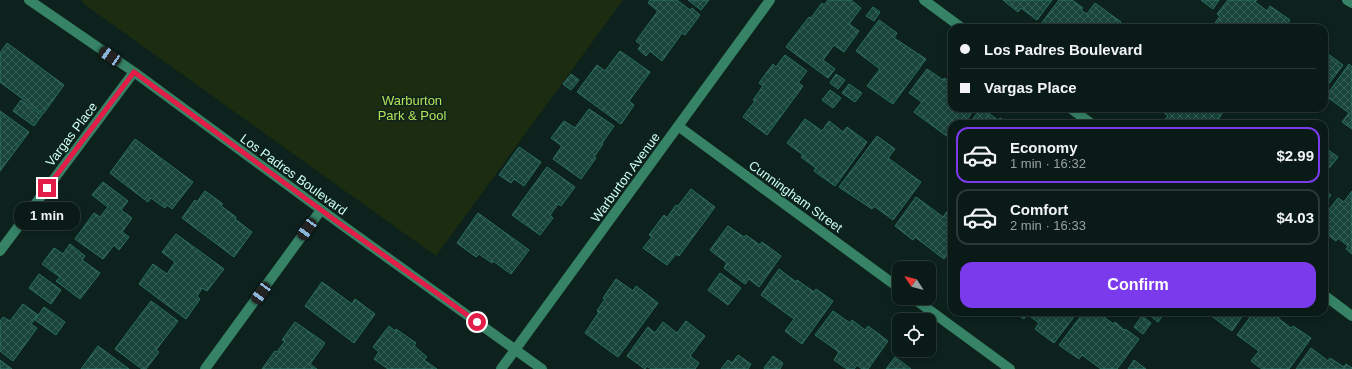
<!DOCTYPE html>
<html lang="en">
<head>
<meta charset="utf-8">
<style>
	body { margin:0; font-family:Arial,sans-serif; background:#13231f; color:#f1f3f6; height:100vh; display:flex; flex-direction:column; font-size:15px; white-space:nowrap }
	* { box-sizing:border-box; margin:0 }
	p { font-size:13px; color:#99a1a1 }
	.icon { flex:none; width:22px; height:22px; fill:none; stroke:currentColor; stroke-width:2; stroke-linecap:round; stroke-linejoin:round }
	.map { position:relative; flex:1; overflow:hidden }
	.drawer { position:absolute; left:948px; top:120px; width:380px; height:196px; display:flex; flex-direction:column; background:#0a1a16; border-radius:12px; box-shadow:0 2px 6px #0003,0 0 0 1px #2a3835 }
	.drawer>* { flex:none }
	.banner { position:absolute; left:948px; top:24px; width:380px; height:88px; border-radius:12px; box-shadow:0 2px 6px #0003,0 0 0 1px #2a3835; display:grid; align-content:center; height:88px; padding:0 12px; background:#0a1a16 }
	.needle { width:26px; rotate:306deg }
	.tools { position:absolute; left:892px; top:261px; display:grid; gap:8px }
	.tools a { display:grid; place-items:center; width:44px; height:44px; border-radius:8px; background:#0a1a16; box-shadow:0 2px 6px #0003,0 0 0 1px #2a3835; font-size:20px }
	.end { position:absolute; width:18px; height:18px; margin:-9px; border:5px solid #e11d48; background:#fff; box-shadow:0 0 0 2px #fff }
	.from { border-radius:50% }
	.bubble { position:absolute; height:28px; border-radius:12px; background:#0a1a16; box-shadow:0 2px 6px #0003,0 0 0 1px #2a3835; font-size:13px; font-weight:800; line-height:28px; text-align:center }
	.car { position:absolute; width:12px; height:24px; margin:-12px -6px; border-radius:5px; box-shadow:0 0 3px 1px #0007; background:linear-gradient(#222 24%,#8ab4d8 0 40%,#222 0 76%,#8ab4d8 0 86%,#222 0) }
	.banner b { display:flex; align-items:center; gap:14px; height:38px; font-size:15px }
	.banner b+b { border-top:1px solid #2a3835 }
	.banner i { width:10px; height:10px; background:#f1f3f6 }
	ul { padding:7px 0 0; list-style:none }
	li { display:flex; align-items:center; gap:12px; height:56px; margin:0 8px 6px; padding:0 4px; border:2px solid #2a3835; border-radius:12px }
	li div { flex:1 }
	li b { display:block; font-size:15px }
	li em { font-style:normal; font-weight:800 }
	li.current { border-color:#7c3aed }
	li>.icon { width:36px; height:36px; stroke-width:1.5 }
	.button { display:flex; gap:8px; margin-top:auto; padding:8px 12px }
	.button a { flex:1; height:46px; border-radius:12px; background:#7c3aed; color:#fff; font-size:16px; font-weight:800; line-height:46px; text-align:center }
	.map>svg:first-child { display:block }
	.green { fill:#1c2c10 }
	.building { fill:url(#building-cross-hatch); stroke:#2a7062 }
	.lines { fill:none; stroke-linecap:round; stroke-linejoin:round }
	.minor { stroke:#368366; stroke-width:10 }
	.route { stroke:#e11d48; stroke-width:5 }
	.labels { text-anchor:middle; stroke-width:3; stroke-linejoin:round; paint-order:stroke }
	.park-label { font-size:13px; fill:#b3e356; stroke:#0d221d }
	.street-label { font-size:13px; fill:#cefff1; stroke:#0d221d }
</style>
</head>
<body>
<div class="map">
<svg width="1352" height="369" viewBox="0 0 1352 369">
	<defs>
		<pattern id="building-cross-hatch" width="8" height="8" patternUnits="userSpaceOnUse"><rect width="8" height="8" fill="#18443b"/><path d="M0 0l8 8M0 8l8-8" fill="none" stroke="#386058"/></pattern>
	</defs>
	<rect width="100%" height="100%" fill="#0d221d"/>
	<path class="green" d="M81,0H623L436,256L84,4Z"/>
	<path class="building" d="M650,0H677L690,10L692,8L700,15L685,35L682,33L662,61L650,51L646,56L638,49L641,45L636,41L658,11L648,3Z
		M688,0H709L701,10Z
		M828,0H851L861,8L849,24L859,31L844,52L834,45L823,60L835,69L828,78L786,47L809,17L811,18L822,3L824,5Z
		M1003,0H1052L1037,20L1021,8L1018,12Z
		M1059,0H1072L1083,8L1081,10L1087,14L1095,3L1121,22L1117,28H1038Z
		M1201,0H1219L1213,9Z
		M1228,0H1257L1255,2L1267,11L1270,6L1290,20L1284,28H1215L1213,26L1220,16L1217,14Z
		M873,7L880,12L874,21L866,16Z
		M879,20L897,33L894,38L926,59L893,104L867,86L880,69L856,51Z
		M7,43L64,85L43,114L0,82V53Z
		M620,51L650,72L629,101L634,105L621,124L577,92L597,65L605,71Z
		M1324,51L1343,65L1324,90Z
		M785,55L807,71L798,83L803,86L767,135L743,117L755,101L753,100L763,86L759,83L773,64L776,67Z
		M1349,64L1352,67V129L1342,122L1349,113L1326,96Z
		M927,69L943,80L944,78L952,83V108H975L964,124H952V140L914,112L922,102L909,93Z
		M571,74L579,80L571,90L563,84Z
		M836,74L845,80L838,89L830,83Z
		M849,84L862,93L855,102L842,93Z
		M830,90L841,98L833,108L822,100Z
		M21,100L42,115L34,126L13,111Z
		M981,108L998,120L1000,118L1009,124H969Z
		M1158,108H1217L1223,112L1215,124L1190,123L1189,124H1168L1164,121L1168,116Z
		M589,109L614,126L602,143L603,144L594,157L596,158L581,179L553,159L562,146L551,138L564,121L575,128Z
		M0,111L29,132L0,171Z
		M805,119L822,131L829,121L843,132L847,127L867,142L835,186L814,171L816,168L801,157L803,155L787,143Z
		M877,136L895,149L888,158L921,182L893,220L874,206L872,209L839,187Z
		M135,139L193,182L172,209L167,205L165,208L151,198L148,202L110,173Z
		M519,147L541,162L524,186L514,179L511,183L499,175Z
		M1324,147L1338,157L1326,172L1324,171Z
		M547,167L575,187L561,206L558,204L550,215L553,218L540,235L512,215Z
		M103,182L128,201L121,210L132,218L122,232L129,237L119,250L114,245L103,259L75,239L94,213L100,217L108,207L92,195Z
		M691,189L715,207L679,256L676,254L667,265L643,248L652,237L649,235L664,215L667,218L676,205L678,206Z
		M1324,190L1331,195L1324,205Z
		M205,191L223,204L221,206L236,217L235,219L252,232L234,257L182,218L195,200L197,202Z
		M1352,191V254L1346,249L1348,246L1338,238L1336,241L1324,232V216L1338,198L1344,202Z
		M916,197L943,217L952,205V256L950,258L947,255L944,259L915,237L913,240L895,226Z
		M478,213L529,250L511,274L493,261L492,263L479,254L476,257L457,243Z
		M728,226L744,237L746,235L760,245L762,242L781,256L759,287L749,279L745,284L724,268L727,263L710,250Z
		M176,234L224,269L207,291L202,288L197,296L200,299L186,319L139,284L153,264L167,274L175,262L162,252Z
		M70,244L85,256L82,260L100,273L80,299L56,281L60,277L42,264L54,248L63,254Z
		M779,269L796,282L797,280L814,292L816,289L833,301L802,344L785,331L794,319L761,295Z
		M720,273L741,288L728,305L708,290Z
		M39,274L61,290L51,304L29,288Z
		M616,279L633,291L636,286L658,303L618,357L585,333L599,312L597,311L605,299L603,298Z
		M322,282L352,304L355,299L375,314L354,343L305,306Z
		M151,301L178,321L156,350L159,352L146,369H142L115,349Z
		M23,304L38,315L31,324L37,328L13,361L0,351V321L3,317L10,321Z
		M44,307L65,322L56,335L35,320Z
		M833,311L850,323L852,320L865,330L868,326L888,341L868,369H862L857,365L854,369H847L834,360L839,352L815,335Z
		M1014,312H1074L1076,314L1054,343L1035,329L1039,323L1027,314L1024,319Z
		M1084,312H1098L1113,324L1115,322L1124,330L1125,329L1139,339L1117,369H1101L1082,355L1079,359L1059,345Z
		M1149,312H1165L1158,322L1148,314Z
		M1206,312H1245L1232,331Z
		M1254,312H1282L1278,318L1291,328L1293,326L1311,338L1289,369H1262L1251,361L1259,351L1237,335Z
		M1142,316L1151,323L1143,334L1134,327Z
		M686,321L705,336L690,356L699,363L695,369H651L647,366L645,369L627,356L648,327L655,333L663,322L677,333Z
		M295,322L325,343L310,364L317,369H262L275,351L277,352L285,341L282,340Z
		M389,326L395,331L396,329L416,343L414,346L427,357L424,360L437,369H388L374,359L379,352L373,347Z
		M98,346L129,369H81Z
		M1311,348L1328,361L1330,358L1344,367L1346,364L1352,368V369H1296Z
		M738,355L751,364L748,369H721L728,360L732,363Z
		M773,356L783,363L780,369H765L764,368Z
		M895,357L911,369H886Z
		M0,360L12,369H0Z
		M1134,360L1146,369H1128Z"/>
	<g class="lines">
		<path class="minor" d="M29,0L134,72L342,225L542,369
			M924,0L962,28
			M1347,0L1352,3
			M1070,108L1092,124
			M678,126L899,288
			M0,251L134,72
			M1324,295L1352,316
			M913,298L1010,369
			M205,369L321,210
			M501,369L770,0"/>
	</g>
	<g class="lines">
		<path class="route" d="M47,188L134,72L332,218L477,322"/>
	</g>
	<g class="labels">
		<g class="park-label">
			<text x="412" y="105">Warburton<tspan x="412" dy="15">Park &amp; Pool</tspan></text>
		</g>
		<g class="street-label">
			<text transform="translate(71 134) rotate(-53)" y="5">Vargas Place</text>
			<text transform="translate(294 174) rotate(36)" y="5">Los Padres Boulevard</text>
			<text transform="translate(625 177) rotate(-54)" y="5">Warburton Avenue</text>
			<text transform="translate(796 196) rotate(36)" y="5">Cunningham Street</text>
		</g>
	</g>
</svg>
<div class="tools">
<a><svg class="needle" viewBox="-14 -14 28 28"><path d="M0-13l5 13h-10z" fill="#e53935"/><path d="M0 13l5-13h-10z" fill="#99a1a1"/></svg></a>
<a><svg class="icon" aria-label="locate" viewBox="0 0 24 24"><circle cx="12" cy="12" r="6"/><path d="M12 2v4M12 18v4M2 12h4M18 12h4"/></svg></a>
</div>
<i class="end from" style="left:477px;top:322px"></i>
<i class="end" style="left:47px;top:188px"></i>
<div class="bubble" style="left:14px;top:202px;width:66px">1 min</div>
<i class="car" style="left:110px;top:56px;rotate:304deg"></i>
<i class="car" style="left:307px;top:229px;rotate:216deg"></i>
<i class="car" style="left:261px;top:293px;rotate:216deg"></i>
<div class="banner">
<b><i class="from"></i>Los Padres Boulevard</b>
<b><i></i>Vargas Place</b>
</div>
<section class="drawer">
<ul>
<li class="current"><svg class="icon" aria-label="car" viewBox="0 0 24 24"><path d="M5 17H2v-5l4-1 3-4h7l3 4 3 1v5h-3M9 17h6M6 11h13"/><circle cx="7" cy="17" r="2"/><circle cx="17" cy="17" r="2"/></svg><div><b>Economy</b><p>1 min · 16:32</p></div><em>$2.99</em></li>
<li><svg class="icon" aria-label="car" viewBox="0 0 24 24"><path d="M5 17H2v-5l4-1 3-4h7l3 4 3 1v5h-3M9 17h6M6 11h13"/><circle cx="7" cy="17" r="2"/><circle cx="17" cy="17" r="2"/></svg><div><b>Comfort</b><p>2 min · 16:33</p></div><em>$4.03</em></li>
</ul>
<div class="button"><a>Confirm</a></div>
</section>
</div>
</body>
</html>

_Requirement_: Note how many lines in the material hold the word "tools", and give that number by itself.

_Output below_: 3